In NAND flash based storage systems, data stored in a NAND memory device can be categorized with respect to how frequently data is overwritten, that is, how frequently data is written to an address by a host processor or processors, where a logical block address (LBA) can be provided as the address. One or more host processors may be referred to herein as a host or host processor. Host data typically consists of different flavors of data, where data at an LBA can be categorized in terms of a data temperature. Data temperature is a measure of frequency of access. Cold data is data at an address that is not frequently over-written by a host. Cold data may be considered as static data such as media files which are not often rewritten, examples of which can include, but is not limited to, an operating system (OS), video files, music files, and pictures. Hot data is data at an address that is frequently over-written by a host. Hot data, which effectively may be continuously being over-written by a host, can include, for example but not limited to, system metadata. Metadata is data that is information about other data. The data temperatures can also include other temperatures such as normal, warm, and other graduations of frequency of access fro rewriting. In workloads for SSD and mobile device applications, a host does not specify which data is hot and which data is cold when sending a write command to a memory device.
To maintain continuous pool of free blocks for host data, firmware continuously does garbage collection (GC) at the system level. Firmware for a device can comprise instructions, such as microcode, which when executed by a controller such as a processor, can cause the device to perform operations. A GC procedure for a NAND device structure is directed to recover free space when the free physical space in the NAND device becomes low. GC typically includes recopying logical valid pages from a source block to a destination block. However, GC can be a factor that causes write amplification. Write amplification is a condition associated with flash memories and solid-state drives in which the actual amount of information physically written to the storage media is a multiple of the logical amount intended to be written.
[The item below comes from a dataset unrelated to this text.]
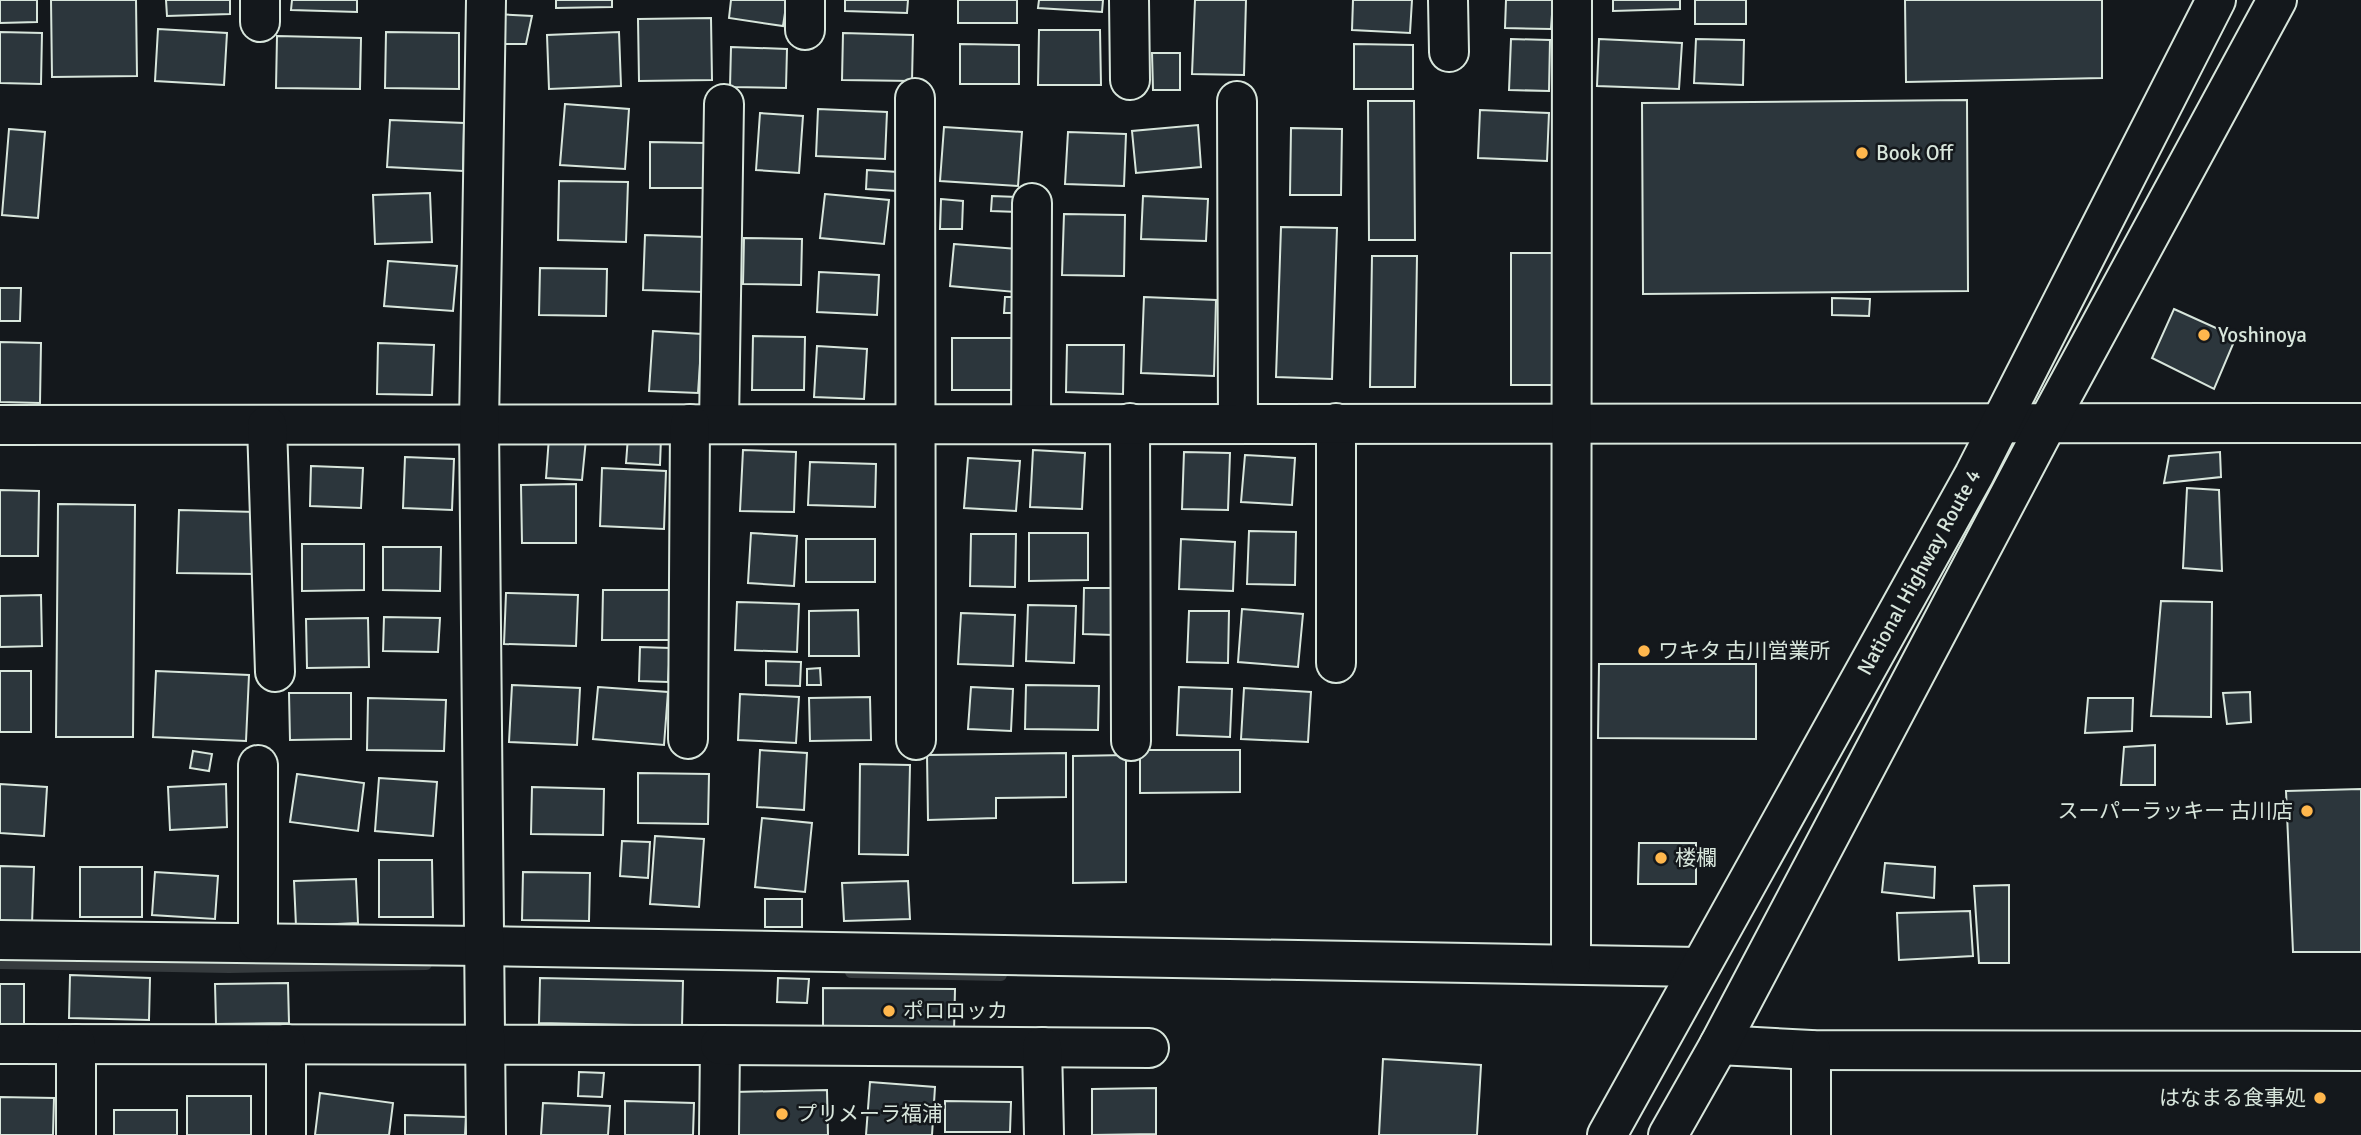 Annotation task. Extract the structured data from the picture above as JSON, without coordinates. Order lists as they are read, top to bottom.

Since flash memory is erased before it can be rewritten, the process to perform these operations results in rewriting, realized by moving, host data and metadata more than once. The erase operation is associated with coarser granularity compared to the write operation. As a result, larger portions of flash are erased and rewritten than actually required by the amount of new data from the host. This multiplying effect increases the number of writes required over the life of the SSD which shortens the time it can reliably operate. A write amplification factor can be calculated as is a numerical value that represents the amount of data a solid state storage controller has to write in relation to the amount of data that the host's flash controller has to write. The numerical value can be calculated as a rate by dividing the amount of data written to the flash memory by the amount of data written by the host. A write amplification factor of one means that the amount of data written to a flash memory equals the amount of data written by the host. Many elements contribute to the write amplication factor including efficiency of the GC procedure. Garbage collection eats away into the bandwidth of a memory controller, because the controller now has to service both host as well garbage collection events. Enhancements to memory structure and processes to minimize or reduce garbage collection can allow a memory controller to increase its maximum time servicing the host. In NAND flash based storage systems, improvements of NAND flash based storage systems can include improvements in garbage collection in the arrangement of data storage within a NAND memory device.